[Stored items]
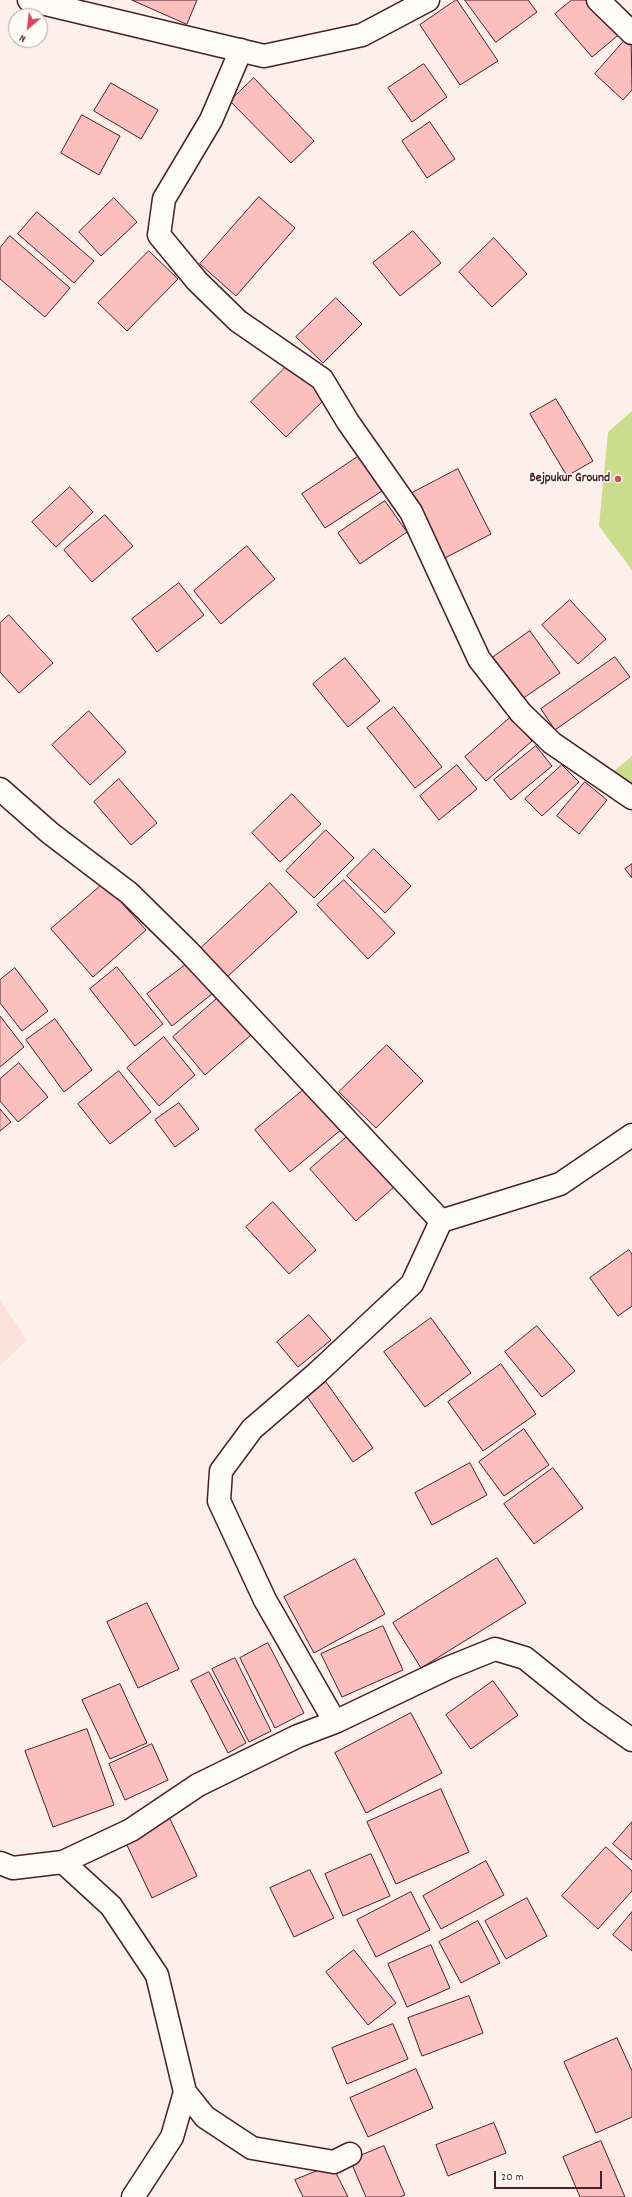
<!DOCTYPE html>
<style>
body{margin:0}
#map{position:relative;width:632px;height:2197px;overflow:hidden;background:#fdf0eb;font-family:Dekko,sans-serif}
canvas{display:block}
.north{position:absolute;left:8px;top:8px;width:40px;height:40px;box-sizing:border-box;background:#fdfcf7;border:1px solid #b5a4a5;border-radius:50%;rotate:208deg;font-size:11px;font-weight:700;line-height:16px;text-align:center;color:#4a1f2b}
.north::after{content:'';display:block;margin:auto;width:14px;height:18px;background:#d1495b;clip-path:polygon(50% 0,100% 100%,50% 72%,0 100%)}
.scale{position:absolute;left:494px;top:2171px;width:108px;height:18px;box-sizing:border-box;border:2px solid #4a1f2b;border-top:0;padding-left:5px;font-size:12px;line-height:14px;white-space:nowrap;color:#4a1f2b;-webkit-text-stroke:3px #fdfcf7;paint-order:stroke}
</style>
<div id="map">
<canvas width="632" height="2197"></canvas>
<div class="north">N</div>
<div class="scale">20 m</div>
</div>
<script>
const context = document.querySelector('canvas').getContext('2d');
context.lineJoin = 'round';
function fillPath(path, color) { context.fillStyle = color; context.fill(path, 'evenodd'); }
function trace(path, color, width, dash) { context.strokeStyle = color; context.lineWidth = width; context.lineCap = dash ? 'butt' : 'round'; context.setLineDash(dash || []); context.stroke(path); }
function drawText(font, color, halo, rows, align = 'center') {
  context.font = font + ' Dekko,sans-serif'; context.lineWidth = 3; context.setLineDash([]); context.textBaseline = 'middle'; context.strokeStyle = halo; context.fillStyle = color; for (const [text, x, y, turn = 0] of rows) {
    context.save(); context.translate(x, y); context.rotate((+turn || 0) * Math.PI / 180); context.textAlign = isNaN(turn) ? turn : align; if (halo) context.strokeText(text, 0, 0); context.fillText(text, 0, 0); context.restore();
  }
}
fillPath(new Path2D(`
 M0,1300L27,1340L0,1366Z`), '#fce1dd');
fillPath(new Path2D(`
 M632,411V570L599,526L608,432Z
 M632,756V785L613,772Z`), '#ccdc8f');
const building = new Path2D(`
 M132,0H197L187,24Z
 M456,0H457L498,61L460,85L420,25Z
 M465,0H528L537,12L496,42Z
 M572,0H595L622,32L592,57L555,14Z
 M631,33L632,90L623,100L595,74Z
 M424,64L447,97L412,122L388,88Z
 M254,78L314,141L291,163L230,101Z
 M111,83L158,110L141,139L94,111Z
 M82,115L120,136L99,175L61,153Z
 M430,122L455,159L427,178L402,141Z
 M259,197L295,228L236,296L200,264Z
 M114,198L137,222L101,256L79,232Z
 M37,212L94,261L74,283L18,234Z
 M413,231L441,263L400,296L373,263Z
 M10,236L70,288L45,317L0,279V248Z
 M494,238L527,274L492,307L459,272Z
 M149,251L178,279L127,331L98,303Z
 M336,298L362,324L323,363L296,337Z
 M291,362L326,398L286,437L251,402Z
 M556,399L593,461L567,476L530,414Z
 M359,456L382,491L325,528L302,494Z
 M458,469L491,534L445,558L412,493Z
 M70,487L93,512L56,547L32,522Z
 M385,501L407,532L360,564L338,533Z
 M105,515L133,546L92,582L64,550Z
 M247,546L275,579L221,624L194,591Z
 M179,583L204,615L157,652L132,619Z
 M570,600L606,639L578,664L542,625Z
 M9,615L53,663L19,693L0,672V623Z
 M530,631L560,673L522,699L492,658Z
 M615,657L630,677L555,730L541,709Z
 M345,658L380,701L348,727L313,684Z
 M394,707L442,767L415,788L367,728Z
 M89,711L126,752L90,785L52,745Z
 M511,717L532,741L486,781L465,757Z
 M536,746L552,766L511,800L494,780Z
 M457,765L477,789L439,820L420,796Z
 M562,765L579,782L542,816L525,799Z
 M119,779L157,823L131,845L94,802Z
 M585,782L607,800L579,834L557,816Z
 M292,794L321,824L280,862L252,833Z
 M326,830L354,858L314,898L286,871Z
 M374,849L411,886L385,913L347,876Z
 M632,864V878L625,869Z
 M344,880L395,933L368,959L317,905Z
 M104,883L146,930L93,977L51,929Z
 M270,883L297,912L226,978L199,950Z
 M188,963L212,994L172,1026L147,994Z
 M117,967L163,1024L135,1046L90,989Z
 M15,968L48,1011L22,1031L0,1003V980Z
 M219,997L252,1034L205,1075L173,1037Z
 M0,1016L24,1047L0,1067Z
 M55,1019L92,1070L64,1092L26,1040Z
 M164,1037L195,1075L159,1106L127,1068Z
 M387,1045L423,1081L376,1128L339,1092Z
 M19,1063L48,1097L18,1122L0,1101V1079Z
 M119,1071L151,1112L110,1144L78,1104Z
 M307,1087L342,1129L290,1172L255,1130Z
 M179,1103L199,1129L175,1147L155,1120Z
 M0,1109L11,1122L0,1131Z
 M348,1136L394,1187L356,1221L310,1169Z
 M273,1202L316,1250L289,1274L246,1227Z
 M629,1250L632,1254V1306L618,1316L590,1278Z
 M309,1315L331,1340L298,1367L277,1342Z
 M431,1318L471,1373L425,1407L384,1352Z
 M537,1326L575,1371L542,1397L505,1352Z
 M501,1364L536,1414L483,1451L448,1402Z
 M326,1382L373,1448L353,1462L306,1395Z
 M524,1429L549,1465L504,1496L479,1462Z
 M470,1463L487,1495L432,1525L415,1493Z
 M553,1468L583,1508L534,1544L504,1504Z
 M497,1558L526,1603L421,1668L393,1623Z
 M355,1559L385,1614L314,1653L284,1597Z
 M147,1603L179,1669L138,1688L107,1622Z
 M383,1626L403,1670L342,1697L321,1654Z
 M268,1643L304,1713L275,1728L240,1658Z
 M235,1658L271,1731L249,1742L212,1669Z
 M209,1672L246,1743L228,1753L191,1681Z
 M493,1681L518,1715L471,1749L446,1715Z
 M120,1684L147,1743L110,1759L82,1700Z
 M411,1713L442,1773L366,1813L335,1753Z
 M87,1729L114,1805L53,1827L25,1751Z
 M152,1744L168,1780L125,1800L109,1764Z
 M441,1789L469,1852L396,1884L367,1822Z
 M170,1819L197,1876L152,1898L125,1841Z
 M632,1822V1860L613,1844Z
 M606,1847L632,1871V1891L598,1929L562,1896Z
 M371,1854L390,1896L343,1916L325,1874Z
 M486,1861L504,1895L441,1929L423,1896Z
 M310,1870L334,1918L294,1937L270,1888Z
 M411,1892L430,1930L376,1957L357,1920Z
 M527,1898L547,1936L506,1959L485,1921Z
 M632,1912V1951L613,1935Z
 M478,1921L500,1963L461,1983L439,1942Z
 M431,1945L450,1988L407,2007L388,1964Z
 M354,1950L396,2003L368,2025L326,1972Z
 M469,1996L483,2033L422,2056L408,2018Z
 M393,2024L408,2059L347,2084L332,2048Z
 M617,2038L632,2071V2117L596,2133L564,2062Z
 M416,2069L433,2108L368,2137L350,2098Z
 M494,2123L506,2153L448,2176L436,2145Z
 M601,2141L625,2197H580L563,2157Z
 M384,2146L405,2195L400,2197H366L350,2160Z
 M332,2165L348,2197H303L295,2180Z`);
fillPath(building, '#fbbfbd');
trace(building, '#4a1f2b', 1);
const minor = new Path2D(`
 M29,0L264,56L362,35L428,0
 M598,0L632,33
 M241,50L211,120L164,199L159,235L197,281L238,321L322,379L348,422L411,512L479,659L521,713L552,743L632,798
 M0,789L50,833L129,893L188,951L441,1221L412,1284L317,1373L252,1429L221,1471L219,1501L265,1600L335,1722L448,1668L495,1649L525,1658L592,1712L632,1740
 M441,1221L560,1184L632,1135
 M0,1863L13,1868L63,1862
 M185,2092L205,2117L252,2148L334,2162L350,2154
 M133,2197L172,2137L185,2092L157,1975L111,1906L63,1862L131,1830L198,1785L298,1736L335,1722`);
trace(minor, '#4a1f2b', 25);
trace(minor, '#fdfcf7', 22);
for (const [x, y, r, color] of [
 [618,479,4,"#d1495b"]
]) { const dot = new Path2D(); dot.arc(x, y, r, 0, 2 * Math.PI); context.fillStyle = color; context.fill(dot); trace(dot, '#fdfcf7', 1.5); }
drawText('bold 13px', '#4a1f2b', '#fdfcf7', [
 ["Bejpukur Ground",610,479]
], 'right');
</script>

YOUR GOAL:
Reproduce each line from the data that has "canvas" in it.

SOLVED EXERCISE:
canvas{display:block}
<canvas width="632" height="2197"></canvas>
const context = document.querySelector('canvas').getContext('2d');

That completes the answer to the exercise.